▶ Record excerpts
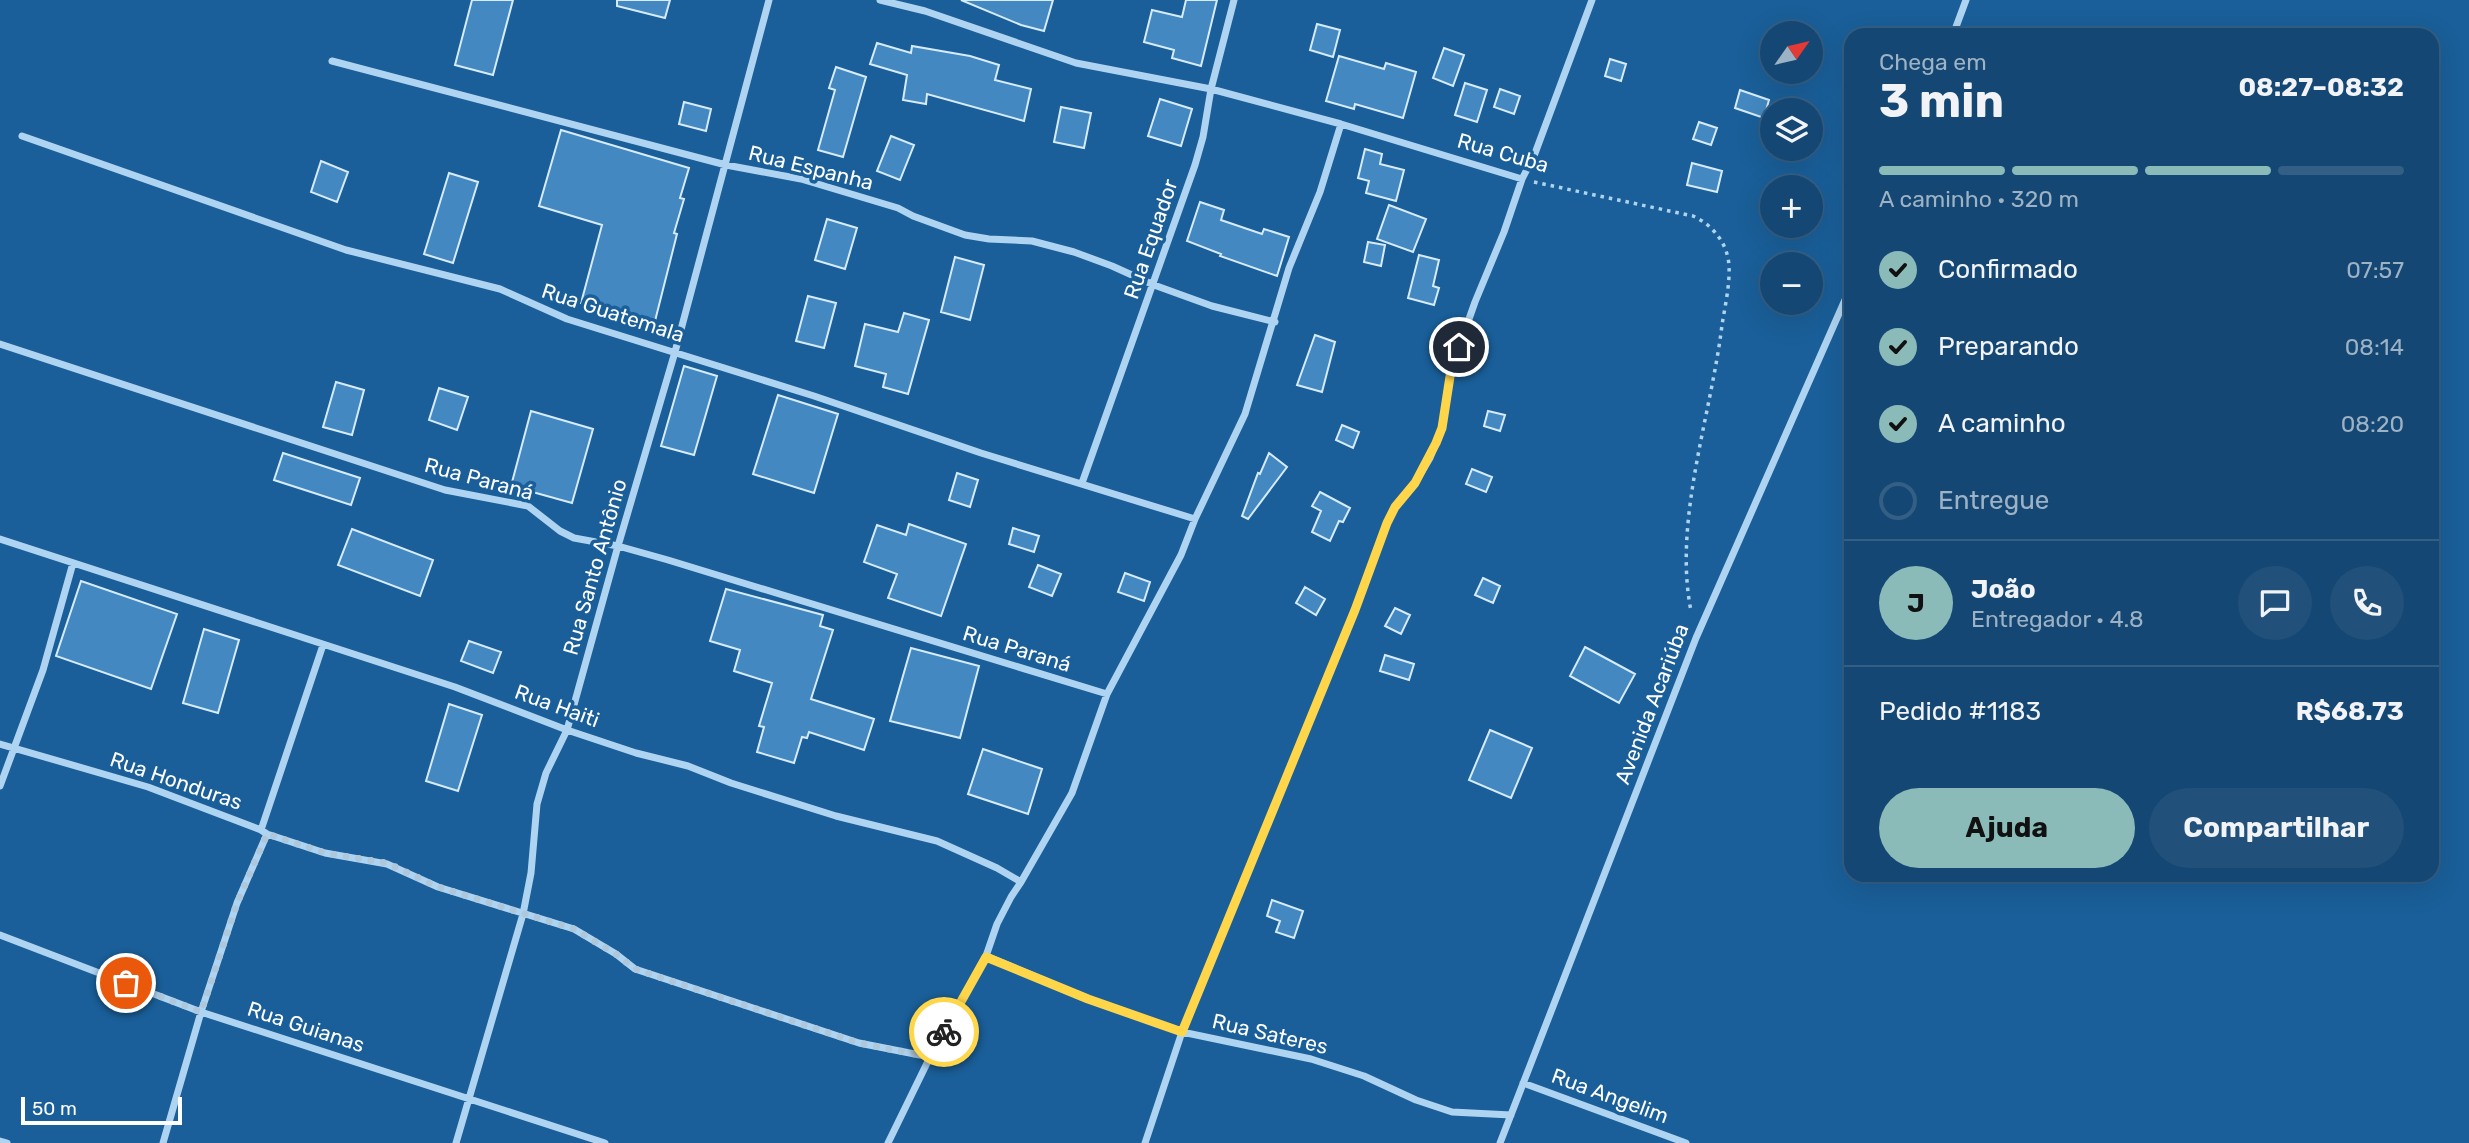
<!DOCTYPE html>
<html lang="pt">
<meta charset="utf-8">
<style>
:root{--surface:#144773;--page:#21517b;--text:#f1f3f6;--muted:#9db2c4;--line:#335f85;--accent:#8bbbb9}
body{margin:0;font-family:Rubik,sans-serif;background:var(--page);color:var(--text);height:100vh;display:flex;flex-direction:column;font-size:26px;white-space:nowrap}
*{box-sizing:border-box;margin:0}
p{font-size:23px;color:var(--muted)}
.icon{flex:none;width:38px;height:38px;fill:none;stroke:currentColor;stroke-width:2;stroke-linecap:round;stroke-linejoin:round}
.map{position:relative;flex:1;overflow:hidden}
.sheet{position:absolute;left:1844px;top:28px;width:595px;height:854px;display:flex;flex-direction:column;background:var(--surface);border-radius:21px;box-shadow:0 7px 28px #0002,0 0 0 2px var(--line)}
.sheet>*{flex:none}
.needle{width:46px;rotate:56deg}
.controls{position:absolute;left:1760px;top:21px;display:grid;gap:14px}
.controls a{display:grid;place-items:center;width:63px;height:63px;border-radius:50%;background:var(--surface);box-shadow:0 7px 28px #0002,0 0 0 2px var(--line);font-size:35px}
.scale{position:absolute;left:21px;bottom:18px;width:161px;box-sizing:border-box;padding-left:7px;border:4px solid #fff;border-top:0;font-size:19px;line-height:24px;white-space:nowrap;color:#fff;-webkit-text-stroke:5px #1a5f99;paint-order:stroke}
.pin{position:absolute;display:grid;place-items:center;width:60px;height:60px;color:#fff;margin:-30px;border:4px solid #fff;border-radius:50%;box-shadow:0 2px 7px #0007}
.courier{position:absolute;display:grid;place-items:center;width:70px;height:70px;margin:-35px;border:5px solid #ffd54a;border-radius:50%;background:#fff;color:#222;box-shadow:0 2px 9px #0007}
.headline em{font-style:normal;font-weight:700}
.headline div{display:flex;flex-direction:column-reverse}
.headline{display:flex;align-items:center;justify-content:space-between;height:119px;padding:0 35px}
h1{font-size:46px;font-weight:700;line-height:52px}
.bar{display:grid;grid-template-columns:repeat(4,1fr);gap:10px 7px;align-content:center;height:84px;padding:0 35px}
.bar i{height:9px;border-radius:5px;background:var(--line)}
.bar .current{background:var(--accent)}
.bar p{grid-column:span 4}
.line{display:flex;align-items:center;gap:18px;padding:0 35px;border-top:2px solid var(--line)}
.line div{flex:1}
.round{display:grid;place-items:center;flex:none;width:74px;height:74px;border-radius:37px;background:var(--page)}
ol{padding:0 35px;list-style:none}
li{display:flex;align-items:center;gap:21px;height:77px}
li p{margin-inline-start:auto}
li .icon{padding:7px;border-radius:50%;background:var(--accent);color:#111;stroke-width:4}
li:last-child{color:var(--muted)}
li i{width:38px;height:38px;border:4px solid var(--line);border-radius:50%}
.button{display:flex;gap:14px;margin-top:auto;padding:14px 35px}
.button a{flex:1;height:80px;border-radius:42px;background:var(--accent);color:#111;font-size:28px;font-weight:700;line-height:80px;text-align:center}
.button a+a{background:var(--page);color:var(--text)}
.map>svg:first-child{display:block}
.building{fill:#4388c0;stroke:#d6ebfc;stroke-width:2}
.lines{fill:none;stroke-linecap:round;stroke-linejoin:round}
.path{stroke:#afd4f1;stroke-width:3.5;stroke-dasharray:3.5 5;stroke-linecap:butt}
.minor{stroke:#afd4f1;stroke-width:7}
.done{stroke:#afc7db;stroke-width:7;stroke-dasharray:0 12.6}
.route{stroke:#ffd54a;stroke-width:9}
.labels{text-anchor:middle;stroke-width:7;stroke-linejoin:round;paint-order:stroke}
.street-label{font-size:21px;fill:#fff;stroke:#1a5f99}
</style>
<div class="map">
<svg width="2469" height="1143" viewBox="0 0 2469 1143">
<rect width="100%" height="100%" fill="#1a5f99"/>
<path class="building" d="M472,0H513L493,75L455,65Z
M617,0H670L665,18L617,6Z
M961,0H1053L1044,31L1021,25Z
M1186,0H1217L1201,66L1172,58L1174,50L1144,42L1152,10L1182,17Z
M1317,24L1340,30L1333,57L1310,50Z
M877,43L911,53L912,46L970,56L999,65L995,80L1031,89L1024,121L927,94L926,104L903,100L907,75L870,64Z
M1444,48L1464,55L1453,86L1433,78Z
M1339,56L1384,69L1386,63L1416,72L1403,118L1355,104L1354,109L1326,101Z
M1610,59L1626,64L1621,81L1605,76Z
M836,67L866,77L843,157L818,150L835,90L829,88Z
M1465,83L1487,90L1477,122L1455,115Z
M1500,89L1520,96L1514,114L1494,107Z
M1740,90L1769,100L1764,118L1735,108Z
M1160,99L1192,109L1181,146L1148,136Z
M684,102L711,109L706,131L679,124Z
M1061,107L1091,113L1084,148L1054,142Z
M1699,122L1717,128L1711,145L1693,139Z
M561,130L689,168L680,198L684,199L674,233L677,234L654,325L581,303L602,225L539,206Z
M891,136L914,145L900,180L877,171Z
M1365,149L1382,154L1380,164L1404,170L1396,201L1366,193L1369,181L1358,178Z
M321,161L348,172L337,202L311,192Z
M1692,163L1722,171L1717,192L1687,185Z
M449,173L478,182L453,263L424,254Z
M1200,202L1224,210L1221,220L1262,234L1264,229L1289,237L1277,276L1220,256L1221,254L1187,241Z
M1389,205L1426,219L1413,252L1377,239Z
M827,219L857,228L845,269L815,260Z
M1368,242L1385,245L1381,266L1364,262Z
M1419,255L1439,260L1433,286L1439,288L1434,305L1408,298Z
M955,257L984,265L970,320L941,312Z
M808,296L836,303L824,348L796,341Z
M904,313L929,320L908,394L883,387L886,374L855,366L865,324L898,332Z
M1315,335L1335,342L1322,392L1297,385Z
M684,366L717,376L694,455L661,446Z
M336,382L364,390L352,435L323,427Z
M439,388L468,397L457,430L429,420Z
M778,395L838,414L814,493L753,474Z
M531,411L593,429L572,503L511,486Z
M1488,411L1505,415L1500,431L1484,426Z
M1342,425L1359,432L1353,448L1336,440Z
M283,453L360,478L351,505L274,480Z
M1269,453L1287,467L1248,519L1242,516L1258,473L1260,474Z
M1472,469L1492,477L1486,492L1466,484Z
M957,473L978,480L970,507L949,500Z
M1320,492L1350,508L1343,522L1339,521L1330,541L1312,532L1321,511L1312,506Z
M909,524L966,544L941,616L888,598L897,574L864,562L877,525L906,535Z
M1013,528L1039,536L1034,552L1009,544Z
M352,529L433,560L420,596L338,565Z
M1038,565L1061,574L1052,596L1029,587Z
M1125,573L1150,582L1144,601L1118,592Z
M1483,578L1500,586L1493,603L1475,595Z
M81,581L177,614L151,689L56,656Z
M1305,587L1325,599L1316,615L1296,603Z
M726,589L823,615L820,626L833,630L811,699L874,719L864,750L809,732L807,738L802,737L794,763L757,752L764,727L759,726L772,683L734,671L740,650L710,641Z
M1395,608L1410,615L1401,634L1385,626Z
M204,629L239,640L218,713L183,703Z
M469,641L501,652L493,673L461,661Z
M1585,647L1635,674L1619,703L1570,676Z
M911,648L979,666L960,738L890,721Z
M1385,655L1414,664L1409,680L1380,671Z
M449,704L482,715L458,791L426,781Z
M1490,730L1532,748L1511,798L1469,780Z
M983,749L1042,769L1028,814L968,794Z
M1272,900L1303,911L1294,938L1276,932L1280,921L1267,916Z"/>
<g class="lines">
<path class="path" d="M1534,182L1693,216C1713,225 1728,244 1729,266C1730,285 1725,306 1722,325C1711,416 1673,521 1691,611"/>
<path class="minor" d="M880,0L925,11L1076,63L1211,89L1341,124L1522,179
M1953,35L1966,0
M332,61L726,165L801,179L898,208L913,216L965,235L989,239L1032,241L1074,252L1112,266L1154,285L1212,306L1275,322
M22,136L346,250L500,289L567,319L814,396L981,453L1195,519
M0,344L445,490L528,506L560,531L574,538L618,546L668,560L1107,694
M1082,483L1195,165L1203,137L1211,89L1234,0
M0,539L455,687L567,730L636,753L688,766L731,783L836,816L937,841L997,868L1021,882L1011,897L997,924L986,956L930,1057L888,1143
M0,744L148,787L261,830L267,834L325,853L387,864L438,887L574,929L616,954L635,969L859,1043L930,1057
M0,786L43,670L73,563
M261,830L323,645
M1021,882L1072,793L1107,694L1181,555L1195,519L1245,414L1289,268L1320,192L1341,124
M0,935L201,1012L605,1143
M986,956L1089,999L1182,1032L1311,1059L1364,1076L1416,1100L1452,1112L1511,1115
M1523,1083L1686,1143
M0,1141L7,1143
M163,1143L201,1012L237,903L267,834
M456,1143L523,914L531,873L537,804L546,773L567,730L618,546L675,352L769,0
M1145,1143L1182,1032L1355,610L1387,523L1395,507L1415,483L1430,458L1442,428L1451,370L1475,302L1504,232L1522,179L1534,156L1592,0
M1500,1143L1696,638L1852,284"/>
</g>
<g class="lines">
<path class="done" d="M126,983L201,1012L237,903L267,834L325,853L387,863L438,887L574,929L616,954L635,969L859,1043L930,1057L944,1032"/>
<path class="route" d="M944,1032L986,957L1088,999L1182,1032L1355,610L1387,523L1395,507L1415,483L1436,443L1442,428L1451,370L1459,347"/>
</g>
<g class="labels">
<g class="street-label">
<text transform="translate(1503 153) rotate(16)" y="7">Rua Cuba</text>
<text transform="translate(811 168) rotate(14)" y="7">Rua Espanha</text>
<text transform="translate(1151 239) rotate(-71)" y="7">Rua Equador</text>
<text transform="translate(613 313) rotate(18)" y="7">Rua Guatemala</text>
<text transform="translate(479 479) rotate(15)" y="7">Rua Paraná</text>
<text transform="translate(595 567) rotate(-74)" y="7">Rua Santo Antônio</text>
<text transform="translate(1017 649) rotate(17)" y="7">Rua Paraná</text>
<text transform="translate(1652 704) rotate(-69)" y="7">Avenida Acariúba</text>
<text transform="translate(557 706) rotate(20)" y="7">Rua Haiti</text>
<text transform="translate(176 781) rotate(19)" y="7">Rua Honduras</text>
<text transform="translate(306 1027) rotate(18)" y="7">Rua Guianas</text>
<text transform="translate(1270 1034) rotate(13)" y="7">Rua Sateres</text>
<text transform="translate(1610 1096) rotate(20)" y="7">Rua Angelim</text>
</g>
</g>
</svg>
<div class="controls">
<a><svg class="needle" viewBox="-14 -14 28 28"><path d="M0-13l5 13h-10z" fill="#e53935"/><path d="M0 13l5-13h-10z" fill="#9db2c4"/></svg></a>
<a><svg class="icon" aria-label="layers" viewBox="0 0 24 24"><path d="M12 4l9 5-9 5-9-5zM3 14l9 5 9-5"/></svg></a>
<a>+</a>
<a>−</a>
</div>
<div class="scale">50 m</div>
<div class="pin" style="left:126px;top:983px;background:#ea580c"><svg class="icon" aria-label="bag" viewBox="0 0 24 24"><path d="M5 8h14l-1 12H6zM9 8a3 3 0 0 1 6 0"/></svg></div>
<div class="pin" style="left:1459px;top:347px;background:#1f2937"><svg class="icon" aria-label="home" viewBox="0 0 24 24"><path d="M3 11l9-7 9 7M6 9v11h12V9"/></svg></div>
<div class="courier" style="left:944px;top:1032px"><svg class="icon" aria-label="bike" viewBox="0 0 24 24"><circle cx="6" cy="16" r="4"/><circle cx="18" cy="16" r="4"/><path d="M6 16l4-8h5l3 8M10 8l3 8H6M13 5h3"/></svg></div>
<section class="sheet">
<div class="headline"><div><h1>3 min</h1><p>Chega em</p></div><em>08:27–08:32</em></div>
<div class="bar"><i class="current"></i><i class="current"></i><i class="current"></i><i></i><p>A caminho · 320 m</p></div>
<ol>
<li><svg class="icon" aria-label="check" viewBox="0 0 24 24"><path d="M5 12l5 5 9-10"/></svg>Confirmado<p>07:57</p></li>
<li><svg class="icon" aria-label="check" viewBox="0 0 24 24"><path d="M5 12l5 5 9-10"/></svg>Preparando<p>08:14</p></li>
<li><svg class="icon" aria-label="check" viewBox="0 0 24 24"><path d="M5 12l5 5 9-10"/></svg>A caminho<p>08:20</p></li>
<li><i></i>Entregue</li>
</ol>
<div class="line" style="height:126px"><b class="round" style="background:var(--accent);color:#111">J</b><div><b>João</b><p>Entregador · 4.8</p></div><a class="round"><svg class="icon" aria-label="chat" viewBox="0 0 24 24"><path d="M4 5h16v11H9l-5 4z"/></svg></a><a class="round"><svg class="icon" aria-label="phone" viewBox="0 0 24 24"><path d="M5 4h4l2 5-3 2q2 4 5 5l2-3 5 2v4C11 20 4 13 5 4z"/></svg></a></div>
<div class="line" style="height:91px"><div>Pedido #1183</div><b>R$68.73</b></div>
<div class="button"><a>Ajuda</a><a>Compartilhar</a></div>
</section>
</div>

▶ Description of the task
Gather up the lines containing the word "linecap" from these records and copy them.

▶ Reply to the exercise
.icon{flex:none;width:38px;height:38px;fill:none;stroke:currentColor;stroke-width:2;stroke-linecap:round;stroke-linejoin:round}
.lines{fill:none;stroke-linecap:round;stroke-linejoin:round}
.path{stroke:#afd4f1;stroke-width:3.5;stroke-dasharray:3.5 5;stroke-linecap:butt}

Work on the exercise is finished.